Let's talk about the people on Twitter who constantly fling the word "retard" around.
Let's talk about commenters who regularly leave remarks on the video I made about the word like "I spy a retard!" and "What a retard."
Let's talk about the commenters who saw that video on CNN.com and felt compelled to say things like "Please don't take away the word retarded, it's a great word!"
Let's assume that a lot of these people are ignorant, cruel, heartless or all of the above. Some of them may never get it. Some of them don't want to get it. Sadly, some very smart people are also choosing not to get it. As in, The New York Times. Read on.
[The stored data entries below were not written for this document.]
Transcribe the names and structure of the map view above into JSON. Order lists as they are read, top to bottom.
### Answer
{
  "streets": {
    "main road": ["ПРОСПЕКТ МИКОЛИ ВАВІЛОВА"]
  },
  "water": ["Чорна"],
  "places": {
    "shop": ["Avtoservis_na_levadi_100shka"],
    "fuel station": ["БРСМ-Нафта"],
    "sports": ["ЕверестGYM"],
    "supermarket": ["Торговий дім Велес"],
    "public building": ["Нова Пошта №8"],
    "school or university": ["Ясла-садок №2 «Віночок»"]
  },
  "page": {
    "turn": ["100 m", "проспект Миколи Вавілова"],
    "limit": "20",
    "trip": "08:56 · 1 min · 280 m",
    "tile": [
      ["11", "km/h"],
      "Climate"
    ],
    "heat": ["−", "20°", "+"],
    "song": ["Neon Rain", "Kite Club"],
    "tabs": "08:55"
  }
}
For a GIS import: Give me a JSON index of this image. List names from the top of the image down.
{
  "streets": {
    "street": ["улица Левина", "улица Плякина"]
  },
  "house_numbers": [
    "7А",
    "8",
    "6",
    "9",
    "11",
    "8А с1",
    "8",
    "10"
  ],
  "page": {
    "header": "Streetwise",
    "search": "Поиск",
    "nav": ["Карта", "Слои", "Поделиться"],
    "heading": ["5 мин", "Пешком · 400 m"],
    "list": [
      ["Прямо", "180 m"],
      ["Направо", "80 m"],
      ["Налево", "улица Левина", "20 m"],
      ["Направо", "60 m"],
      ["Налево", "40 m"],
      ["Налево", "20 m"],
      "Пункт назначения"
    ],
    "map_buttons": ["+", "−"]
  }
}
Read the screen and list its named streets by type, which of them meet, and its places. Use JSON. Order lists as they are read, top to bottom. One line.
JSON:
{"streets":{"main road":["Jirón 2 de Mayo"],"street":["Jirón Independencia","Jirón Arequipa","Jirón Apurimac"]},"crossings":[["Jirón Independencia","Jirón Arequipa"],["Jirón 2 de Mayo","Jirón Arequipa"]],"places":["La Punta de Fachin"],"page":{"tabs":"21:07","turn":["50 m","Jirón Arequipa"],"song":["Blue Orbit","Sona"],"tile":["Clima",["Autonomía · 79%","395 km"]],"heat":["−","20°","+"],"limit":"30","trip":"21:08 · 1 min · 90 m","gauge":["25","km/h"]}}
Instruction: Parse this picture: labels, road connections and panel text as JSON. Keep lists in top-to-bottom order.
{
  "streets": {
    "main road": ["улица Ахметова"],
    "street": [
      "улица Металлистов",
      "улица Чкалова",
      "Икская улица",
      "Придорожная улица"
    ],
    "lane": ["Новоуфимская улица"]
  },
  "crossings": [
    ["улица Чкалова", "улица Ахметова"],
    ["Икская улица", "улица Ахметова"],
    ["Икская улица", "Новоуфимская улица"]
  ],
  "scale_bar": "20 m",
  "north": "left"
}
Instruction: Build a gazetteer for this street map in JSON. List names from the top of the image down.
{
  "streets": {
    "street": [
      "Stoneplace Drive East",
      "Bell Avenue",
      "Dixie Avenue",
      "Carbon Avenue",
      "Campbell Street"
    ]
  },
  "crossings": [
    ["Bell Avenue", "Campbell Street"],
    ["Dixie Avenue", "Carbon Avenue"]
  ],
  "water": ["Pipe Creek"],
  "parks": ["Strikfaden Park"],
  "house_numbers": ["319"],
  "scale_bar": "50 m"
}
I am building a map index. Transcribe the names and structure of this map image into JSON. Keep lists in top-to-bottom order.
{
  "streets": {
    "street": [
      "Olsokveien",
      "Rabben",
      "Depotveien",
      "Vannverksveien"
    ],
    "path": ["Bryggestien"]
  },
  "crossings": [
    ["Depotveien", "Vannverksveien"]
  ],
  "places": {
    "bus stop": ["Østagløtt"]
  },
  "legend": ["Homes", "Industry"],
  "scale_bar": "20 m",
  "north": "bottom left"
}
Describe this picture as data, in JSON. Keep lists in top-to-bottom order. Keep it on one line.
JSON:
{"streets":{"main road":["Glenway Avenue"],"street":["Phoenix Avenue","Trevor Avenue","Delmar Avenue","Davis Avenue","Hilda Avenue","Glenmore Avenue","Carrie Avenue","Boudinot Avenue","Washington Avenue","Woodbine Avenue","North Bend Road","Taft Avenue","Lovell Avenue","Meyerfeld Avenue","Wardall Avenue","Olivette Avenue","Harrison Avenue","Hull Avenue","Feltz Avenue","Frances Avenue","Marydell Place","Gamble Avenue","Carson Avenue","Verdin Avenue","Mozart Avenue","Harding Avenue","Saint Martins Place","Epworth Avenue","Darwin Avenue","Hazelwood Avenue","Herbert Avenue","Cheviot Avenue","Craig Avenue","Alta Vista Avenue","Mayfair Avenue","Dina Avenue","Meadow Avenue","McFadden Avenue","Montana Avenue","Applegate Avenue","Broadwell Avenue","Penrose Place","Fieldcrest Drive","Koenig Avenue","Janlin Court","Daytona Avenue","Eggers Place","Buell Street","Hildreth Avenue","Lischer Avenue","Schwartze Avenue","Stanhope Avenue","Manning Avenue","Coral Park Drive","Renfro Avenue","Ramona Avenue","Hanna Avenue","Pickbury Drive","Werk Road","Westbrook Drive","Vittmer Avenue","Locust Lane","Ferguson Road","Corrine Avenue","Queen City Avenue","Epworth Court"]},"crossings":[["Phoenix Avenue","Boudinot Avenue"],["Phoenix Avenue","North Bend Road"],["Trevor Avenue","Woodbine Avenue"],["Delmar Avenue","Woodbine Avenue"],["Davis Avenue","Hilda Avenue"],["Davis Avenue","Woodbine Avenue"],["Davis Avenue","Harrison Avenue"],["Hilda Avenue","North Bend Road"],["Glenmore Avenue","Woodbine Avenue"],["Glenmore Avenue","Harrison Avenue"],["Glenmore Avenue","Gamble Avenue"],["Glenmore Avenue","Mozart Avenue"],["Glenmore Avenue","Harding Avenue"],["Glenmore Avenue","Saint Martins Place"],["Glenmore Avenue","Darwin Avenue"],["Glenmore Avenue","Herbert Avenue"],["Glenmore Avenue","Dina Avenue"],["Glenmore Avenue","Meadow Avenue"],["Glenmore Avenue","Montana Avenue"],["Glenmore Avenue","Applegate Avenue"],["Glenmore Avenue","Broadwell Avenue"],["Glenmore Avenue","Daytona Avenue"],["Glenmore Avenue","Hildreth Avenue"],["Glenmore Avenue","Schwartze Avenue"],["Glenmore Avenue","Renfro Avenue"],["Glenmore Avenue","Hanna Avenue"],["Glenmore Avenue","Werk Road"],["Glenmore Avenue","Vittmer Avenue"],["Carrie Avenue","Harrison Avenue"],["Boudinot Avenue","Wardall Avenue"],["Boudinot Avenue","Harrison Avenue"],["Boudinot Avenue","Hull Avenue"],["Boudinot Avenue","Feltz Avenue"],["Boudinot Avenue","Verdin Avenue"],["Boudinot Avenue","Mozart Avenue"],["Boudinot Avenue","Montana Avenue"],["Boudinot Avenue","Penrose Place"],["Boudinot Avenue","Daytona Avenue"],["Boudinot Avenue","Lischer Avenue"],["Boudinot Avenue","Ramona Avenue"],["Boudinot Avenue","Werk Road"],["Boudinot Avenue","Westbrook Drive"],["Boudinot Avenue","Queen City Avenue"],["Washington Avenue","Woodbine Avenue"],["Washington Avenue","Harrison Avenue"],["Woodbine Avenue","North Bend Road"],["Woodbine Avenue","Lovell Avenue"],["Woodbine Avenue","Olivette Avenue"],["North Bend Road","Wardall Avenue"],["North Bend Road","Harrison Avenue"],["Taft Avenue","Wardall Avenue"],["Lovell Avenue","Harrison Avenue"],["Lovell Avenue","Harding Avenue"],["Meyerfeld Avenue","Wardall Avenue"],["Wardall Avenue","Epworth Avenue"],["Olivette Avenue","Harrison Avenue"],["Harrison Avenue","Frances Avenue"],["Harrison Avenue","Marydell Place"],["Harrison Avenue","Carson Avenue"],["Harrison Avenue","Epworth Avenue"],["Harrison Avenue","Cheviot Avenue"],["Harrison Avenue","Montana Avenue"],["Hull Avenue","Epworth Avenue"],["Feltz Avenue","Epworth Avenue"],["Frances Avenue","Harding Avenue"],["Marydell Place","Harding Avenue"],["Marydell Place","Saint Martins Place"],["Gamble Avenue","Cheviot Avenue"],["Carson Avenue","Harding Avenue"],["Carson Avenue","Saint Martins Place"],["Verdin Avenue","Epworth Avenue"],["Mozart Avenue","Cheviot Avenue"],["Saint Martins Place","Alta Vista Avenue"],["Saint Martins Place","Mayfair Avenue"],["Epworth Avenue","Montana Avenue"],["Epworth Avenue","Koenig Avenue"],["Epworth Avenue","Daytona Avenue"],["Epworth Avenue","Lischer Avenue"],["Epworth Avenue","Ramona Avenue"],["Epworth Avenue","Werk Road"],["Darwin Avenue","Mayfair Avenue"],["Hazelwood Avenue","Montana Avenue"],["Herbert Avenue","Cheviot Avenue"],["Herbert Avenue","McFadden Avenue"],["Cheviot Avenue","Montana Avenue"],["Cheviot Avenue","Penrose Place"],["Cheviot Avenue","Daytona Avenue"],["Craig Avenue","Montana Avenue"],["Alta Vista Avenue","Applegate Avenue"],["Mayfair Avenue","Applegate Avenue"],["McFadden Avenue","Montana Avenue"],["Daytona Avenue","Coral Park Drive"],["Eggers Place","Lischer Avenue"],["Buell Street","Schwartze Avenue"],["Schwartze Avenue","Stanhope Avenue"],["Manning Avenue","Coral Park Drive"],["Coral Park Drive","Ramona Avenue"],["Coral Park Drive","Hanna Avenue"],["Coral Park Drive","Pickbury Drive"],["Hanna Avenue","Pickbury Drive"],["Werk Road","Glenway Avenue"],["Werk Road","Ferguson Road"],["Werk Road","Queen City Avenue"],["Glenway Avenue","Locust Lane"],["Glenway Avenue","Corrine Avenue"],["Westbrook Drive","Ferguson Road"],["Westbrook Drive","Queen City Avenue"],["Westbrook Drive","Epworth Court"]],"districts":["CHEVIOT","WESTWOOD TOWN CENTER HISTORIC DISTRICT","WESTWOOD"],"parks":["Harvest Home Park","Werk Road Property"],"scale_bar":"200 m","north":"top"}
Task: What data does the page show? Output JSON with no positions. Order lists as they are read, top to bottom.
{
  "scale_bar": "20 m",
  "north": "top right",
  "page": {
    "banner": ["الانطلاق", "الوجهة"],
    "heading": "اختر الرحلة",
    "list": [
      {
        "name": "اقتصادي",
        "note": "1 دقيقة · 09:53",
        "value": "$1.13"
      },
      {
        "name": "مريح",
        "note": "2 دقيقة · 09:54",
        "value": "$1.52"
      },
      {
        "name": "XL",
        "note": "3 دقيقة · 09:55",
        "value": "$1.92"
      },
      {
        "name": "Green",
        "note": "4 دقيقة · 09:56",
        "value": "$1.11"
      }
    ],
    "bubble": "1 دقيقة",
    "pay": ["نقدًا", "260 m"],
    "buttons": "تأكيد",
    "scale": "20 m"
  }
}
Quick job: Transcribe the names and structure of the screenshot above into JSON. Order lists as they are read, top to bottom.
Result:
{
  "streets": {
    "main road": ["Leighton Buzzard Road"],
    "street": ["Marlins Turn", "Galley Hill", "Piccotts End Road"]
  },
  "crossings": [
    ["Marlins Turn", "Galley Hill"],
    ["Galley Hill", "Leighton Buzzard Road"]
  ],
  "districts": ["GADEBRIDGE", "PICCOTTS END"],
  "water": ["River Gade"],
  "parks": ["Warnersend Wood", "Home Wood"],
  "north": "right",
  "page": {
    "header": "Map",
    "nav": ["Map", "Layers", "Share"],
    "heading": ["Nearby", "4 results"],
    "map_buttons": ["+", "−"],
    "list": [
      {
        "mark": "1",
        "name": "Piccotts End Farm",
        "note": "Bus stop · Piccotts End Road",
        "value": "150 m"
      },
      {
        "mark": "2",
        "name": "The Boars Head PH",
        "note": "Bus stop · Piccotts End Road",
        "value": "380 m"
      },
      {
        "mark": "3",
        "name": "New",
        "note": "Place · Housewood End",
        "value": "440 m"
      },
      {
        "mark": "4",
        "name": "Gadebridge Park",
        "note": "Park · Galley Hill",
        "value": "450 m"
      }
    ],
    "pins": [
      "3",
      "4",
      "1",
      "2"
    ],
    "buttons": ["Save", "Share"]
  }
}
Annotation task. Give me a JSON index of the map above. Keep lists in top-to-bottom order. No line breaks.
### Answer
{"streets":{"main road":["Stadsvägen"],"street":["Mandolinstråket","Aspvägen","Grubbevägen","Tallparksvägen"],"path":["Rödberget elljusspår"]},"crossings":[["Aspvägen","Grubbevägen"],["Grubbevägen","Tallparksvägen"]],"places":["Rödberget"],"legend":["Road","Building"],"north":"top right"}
Let's talk about the fact that in 2010 Congress banned the use of the words "retard" and "retardation" in federal health, education and labor laws because "retard" has become a pejorative word that essentially means "stupid" or "loser." It demeans people with disabilities—and makes the world think less of them. The preferred term is "intellectual disability."
Let's talk about the fact that per plans for the fifth version of The Diagnostic and Statistical Manual of Mental Disorders (DSM-5), to be published by The American Psychiatric Association in 2013, the term "mental retardation" will be replaced by "Intellectual Development Disorder."
Let's talk about the fact that The Special Olympics have launched a full-out campaign against the r-word, Spread The Word To End The Word.
Let's talk about how much the word offends and hurts people with disabilities, as well those of us who love people with disabilities.
Let's talk about doctors who use "mental retardation" as a reason to not give kids life-saving operations, like Amelia Rivera, who needed a kidney transplant and whose doctor originally told her mother "I do not recommend Amelia for a transplant because she is mentally retarded."
Let's talk about smart comedians like Margaret Cho who, when asked about having a baby at an advanced maternal age, responded "I don't necessarily want to have a retard."
Let's talk about pundits (albeit loathsome ones) like Ann Coulter, who recently tweeted "Been busy, but is Obama STILL talking about that video? I had no idea how crucial the retarded vote is in this election." She was referring to a video the President made for the National Forum on Disability Issues.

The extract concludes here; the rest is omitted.